The above principles are extended, except a new grouping character is introduced for each myraid (wan4) times of the previous number.
For example, one yi4 = 10000 wan4; one zhao4 = 10000 yi4.
Hence it is more convenient to read if the digits are separated four in a group.
For example, 12,345,678,901,203 is regrouped as 12,3456,7890,1203 to read or write as
shi2 er2 zhao4 san1 qian1 si1 bai3 wu3 shi2 liu4 yi4 qi7 qian1 ba1 bai3 jiu3 shi2 wan4 yi1 qian1 er2 bai3 ling2 san1.
(十二兆三千四百五十六億七千八百九十萬一千二百零三) which is equivalent to say (*) ten 2 trillion 3 thousand 4 hundred 5 ten 6 yi4 7 thousand 8 hundred 9 ten (*) myriad 1 thousand 2 hundred 0 3. (*) denotes where a character is understood and omitted. This may seem very complicated, but it actually is very similar to reading an English number. The only differences are that myriad is used as a grouping unit instead of the usual thousand, and ten is written explicitly instead of appending the suffix ty or teen to the number. Compare to a grouping of three digits in the English system, 12,345,678,901,203 is read as 12 trillion 3 hundred 4ty 5 billion 6 hundred 7ty 8 million 9 hundred 'and' 1 thousand 2 hundred 'oh' 3.

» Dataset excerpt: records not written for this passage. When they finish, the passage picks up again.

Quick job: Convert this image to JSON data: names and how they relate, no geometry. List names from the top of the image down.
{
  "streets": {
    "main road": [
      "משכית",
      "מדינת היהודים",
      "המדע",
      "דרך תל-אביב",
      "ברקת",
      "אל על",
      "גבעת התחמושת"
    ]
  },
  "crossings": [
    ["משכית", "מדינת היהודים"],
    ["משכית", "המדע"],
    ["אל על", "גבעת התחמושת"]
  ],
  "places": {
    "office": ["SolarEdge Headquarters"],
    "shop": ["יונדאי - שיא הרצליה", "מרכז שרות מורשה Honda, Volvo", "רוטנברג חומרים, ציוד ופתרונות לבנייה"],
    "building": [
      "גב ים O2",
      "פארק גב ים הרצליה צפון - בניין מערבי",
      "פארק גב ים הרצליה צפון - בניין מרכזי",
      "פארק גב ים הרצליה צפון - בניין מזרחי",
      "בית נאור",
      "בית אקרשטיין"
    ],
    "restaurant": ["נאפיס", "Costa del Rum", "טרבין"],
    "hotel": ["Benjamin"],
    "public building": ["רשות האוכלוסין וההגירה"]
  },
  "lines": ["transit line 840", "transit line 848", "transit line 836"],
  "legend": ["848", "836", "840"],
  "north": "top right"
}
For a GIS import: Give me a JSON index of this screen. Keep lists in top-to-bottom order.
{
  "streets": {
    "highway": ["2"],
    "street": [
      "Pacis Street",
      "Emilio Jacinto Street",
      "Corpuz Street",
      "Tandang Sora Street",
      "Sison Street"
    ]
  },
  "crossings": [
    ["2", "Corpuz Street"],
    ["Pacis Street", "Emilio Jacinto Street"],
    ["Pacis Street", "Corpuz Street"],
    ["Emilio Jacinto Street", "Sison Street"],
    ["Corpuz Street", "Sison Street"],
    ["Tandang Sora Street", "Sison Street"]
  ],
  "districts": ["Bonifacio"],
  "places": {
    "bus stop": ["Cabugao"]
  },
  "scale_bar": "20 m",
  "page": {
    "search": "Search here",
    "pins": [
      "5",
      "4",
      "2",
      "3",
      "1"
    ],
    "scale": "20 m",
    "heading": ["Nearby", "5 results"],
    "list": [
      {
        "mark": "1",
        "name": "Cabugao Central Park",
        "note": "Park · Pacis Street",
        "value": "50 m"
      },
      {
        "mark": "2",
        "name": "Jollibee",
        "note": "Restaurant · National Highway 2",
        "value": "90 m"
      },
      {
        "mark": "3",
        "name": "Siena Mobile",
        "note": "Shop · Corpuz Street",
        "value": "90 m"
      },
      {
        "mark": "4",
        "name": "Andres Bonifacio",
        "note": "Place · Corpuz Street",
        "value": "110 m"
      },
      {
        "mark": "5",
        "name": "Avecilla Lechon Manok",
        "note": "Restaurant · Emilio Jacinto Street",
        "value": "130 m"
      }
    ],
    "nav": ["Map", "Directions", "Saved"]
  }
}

- 'Interior zeroes' before the unit position (as in 10002) have to be spelt explicitly, so 10002 becomes '1' '10000' '0' '2'; the reason for this is that '1' '10000' '2' is used as a shorthand for '1' '10000' '2' '1000'. One '0' is sufficient to resolve the ambiguity. Same rule applies to the unit position before each grouping character. For example, 10050000 is read '1' '1000' '0' '5' '10000'. However, 1032 can be read as '1' '1000' '0' '3' '10' '2'. In this case, the '0' is preferred but optional because the '3' '10' '2' is not ambigous -- oh, and try to avoid the use of '2' '100' '5' (i.e. 250) in conversational language; it is normally used to mean stupid
- That's it! Easy, isn't it? Compare the Chinese way of saying '94' to the French one...
Strictly speaking, the Chinese written numbers should not be considered a numeral system. As an analogy, when the value 3000 is written as two English words "Three Thousand", the English words are not part of the number system. (or are they?)

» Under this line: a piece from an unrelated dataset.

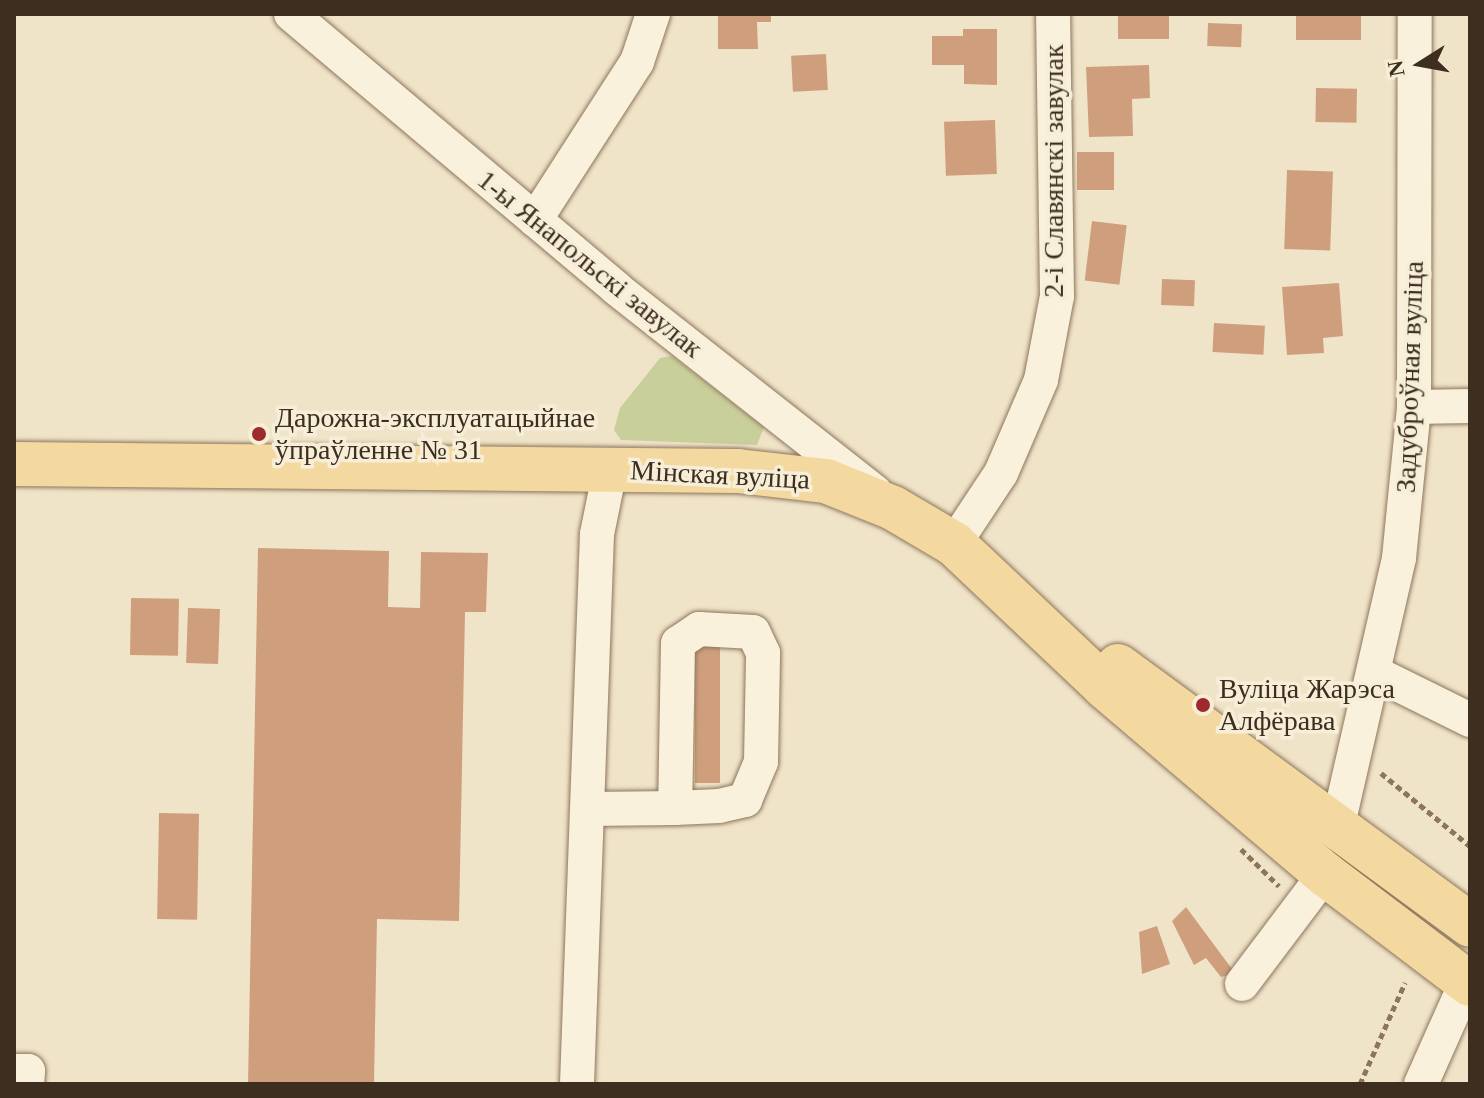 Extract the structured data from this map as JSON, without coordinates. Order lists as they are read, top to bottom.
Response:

China is a 4000+ year old civilization, it is unreasonable to assume that ancient Chinese used this lengthy format to express numbers before the Arabic numerals were introduced to China. The ancient Chinese mathematicians had done some great work with the abacus, e.g. computation of the value of Pi and the prediction of comets for the emperors. They would have a hard time if they only had the lengthy character numeral system. The long written form was/is almost unusable for doing mathematics or commerce. These fields were where the "Hua1 Ma3" system became useful. In fact, this number system shows a very strong tie with the use of the abacus. For instance, the numeric symbols for 1, 2, 3, 6, 7 and 8 are represented in a similar way as on the abacus.
Nowadays, the "Hua1 Ma3" system is only used for displaying prices in Chinese markets or on traditional handwritten invoices. According to the Unicode standard version 3.0, these characters are called Hangzhou style numerals. This indicates that it is not used only by Cantonese in Hong Kong.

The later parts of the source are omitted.